__TASK DATA__
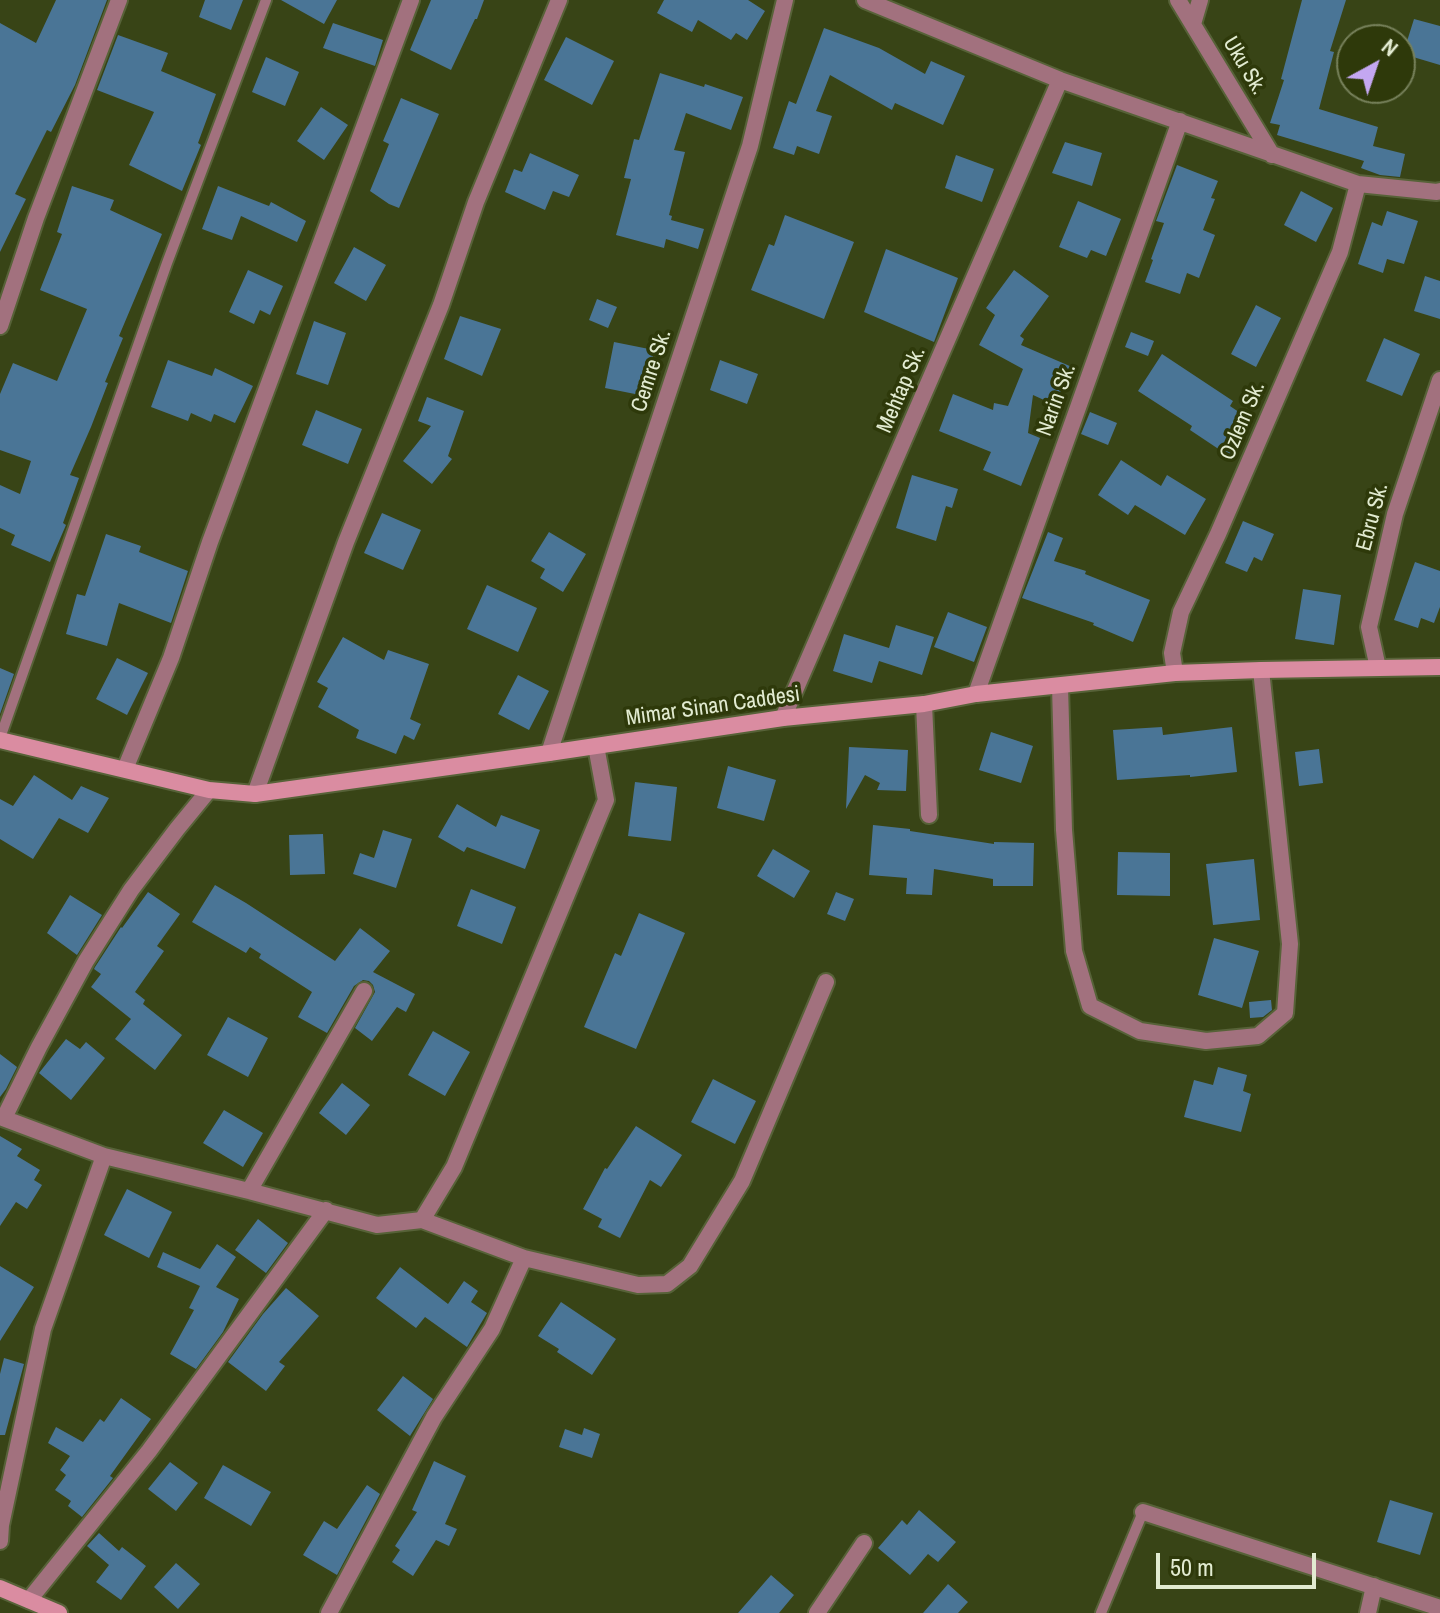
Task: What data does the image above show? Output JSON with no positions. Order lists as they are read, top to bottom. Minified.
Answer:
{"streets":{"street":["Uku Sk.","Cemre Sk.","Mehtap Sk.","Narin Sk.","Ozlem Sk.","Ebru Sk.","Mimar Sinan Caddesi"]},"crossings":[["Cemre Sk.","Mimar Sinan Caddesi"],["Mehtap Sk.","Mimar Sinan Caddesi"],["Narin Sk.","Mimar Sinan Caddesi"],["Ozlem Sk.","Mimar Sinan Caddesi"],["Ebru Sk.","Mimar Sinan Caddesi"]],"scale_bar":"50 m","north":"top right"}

--

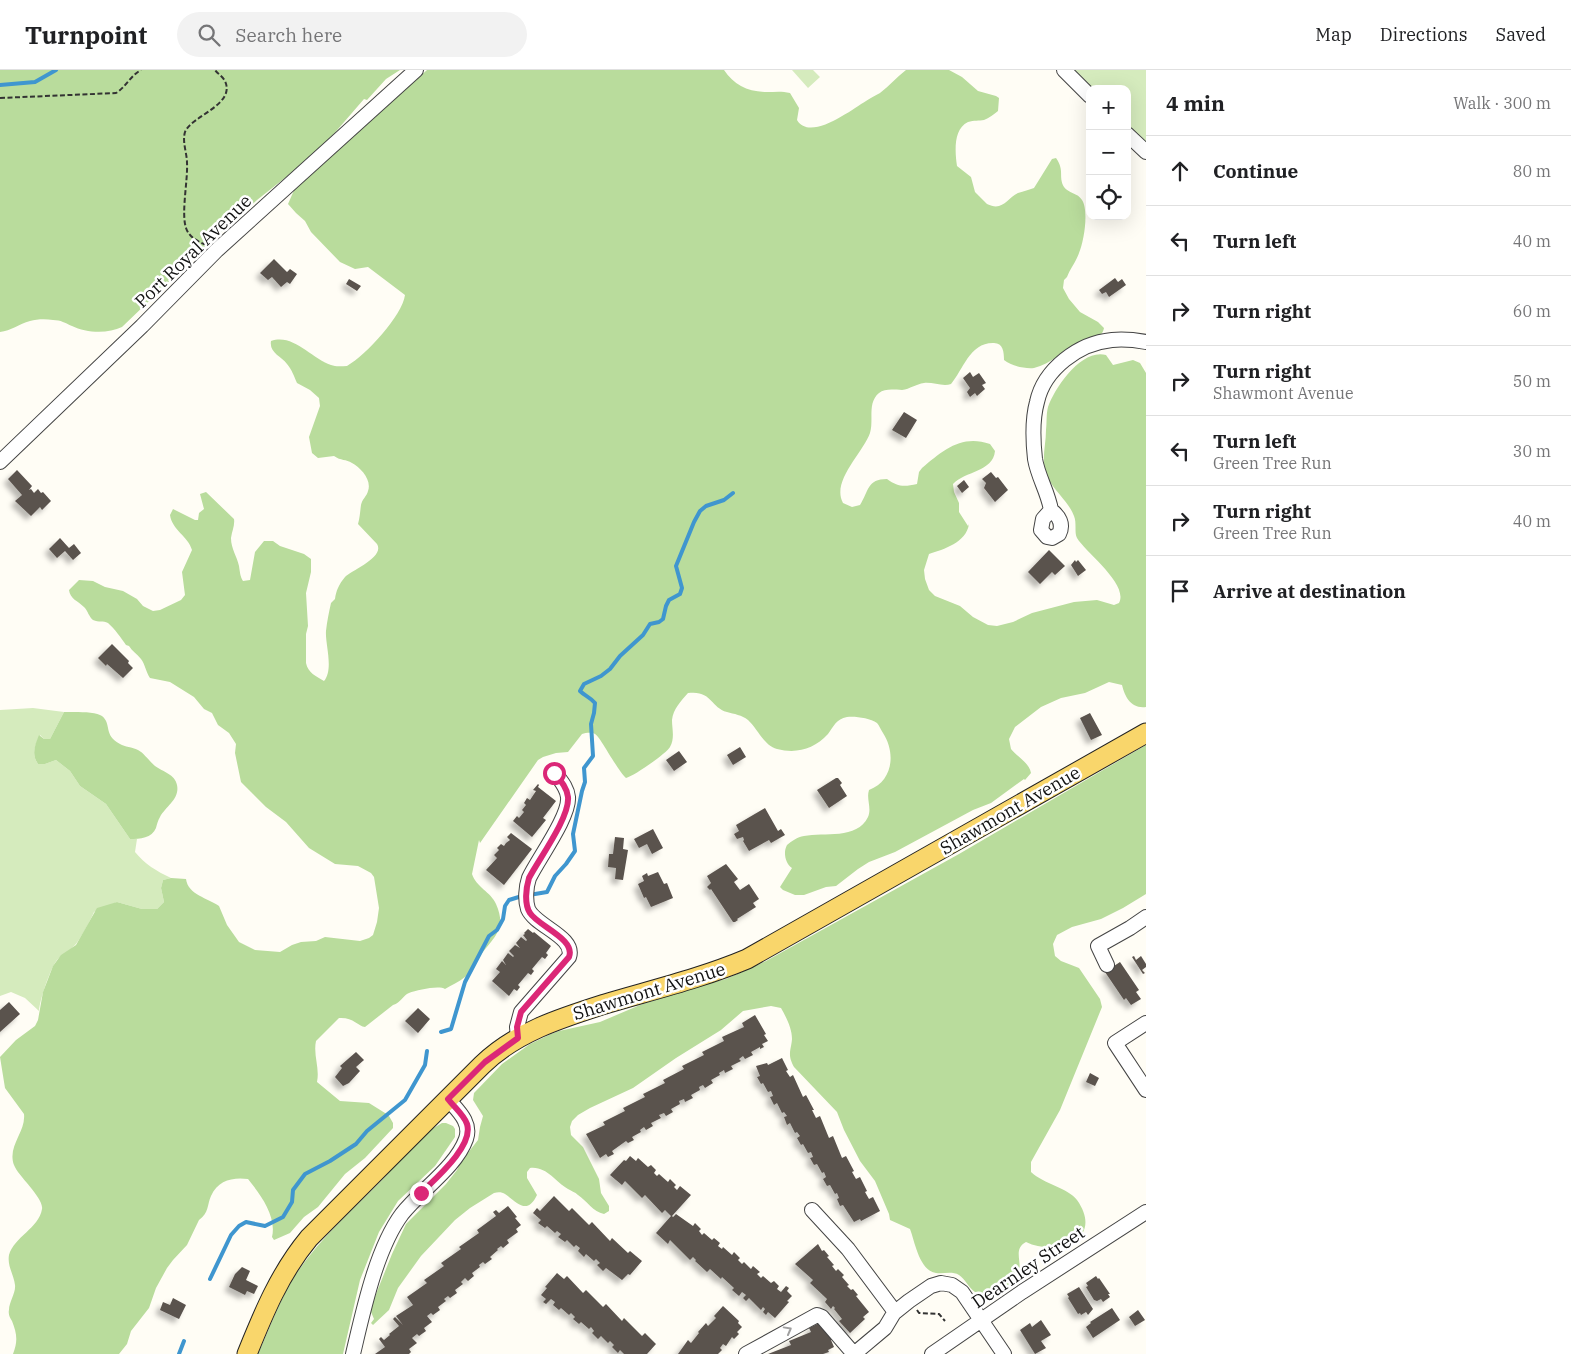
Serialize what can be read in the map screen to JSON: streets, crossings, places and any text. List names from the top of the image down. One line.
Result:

__EXERCISE DIRECTIONS__
Each line above with the string "read" should be reported in full.

__SOLUTION TO THIS EXERCISE__
Task: What data does the image above show? Output JSON with no positions. Order lists as they are read, top to bottom. Minified.
Serialize what can be read in the map screen to JSON: streets, crossings, places and any text. List names from the top of the image down. One line.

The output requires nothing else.